[Records for this task Boundary: Start]

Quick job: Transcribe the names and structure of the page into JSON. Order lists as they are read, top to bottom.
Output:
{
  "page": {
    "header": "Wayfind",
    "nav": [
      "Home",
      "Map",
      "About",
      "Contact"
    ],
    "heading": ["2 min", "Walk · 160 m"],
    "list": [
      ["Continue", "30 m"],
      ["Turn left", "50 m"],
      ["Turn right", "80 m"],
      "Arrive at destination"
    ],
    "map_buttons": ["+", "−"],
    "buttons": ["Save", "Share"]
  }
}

[Records for this task Boundary: End]

▶ [Instructions for the task]: Faithfully write out the entire listing, line by line.

▶ [Exercise response]:
Quick job: Transcribe the names and structure of the page into JSON. Order lists as they are read, top to bottom.
Output:
{
  "page": {
    "header": "Wayfind",
    "nav": [
      "Home",
      "Map",
      "About",
      "Contact"
    ],
    "heading": ["2 min", "Walk · 160 m"],
    "list": [
      ["Continue", "30 m"],
      ["Turn left", "50 m"],
      ["Turn right", "80 m"],
      "Arrive at destination"
    ],
    "map_buttons": ["+", "−"],
    "buttons": ["Save", "Share"]
  }
}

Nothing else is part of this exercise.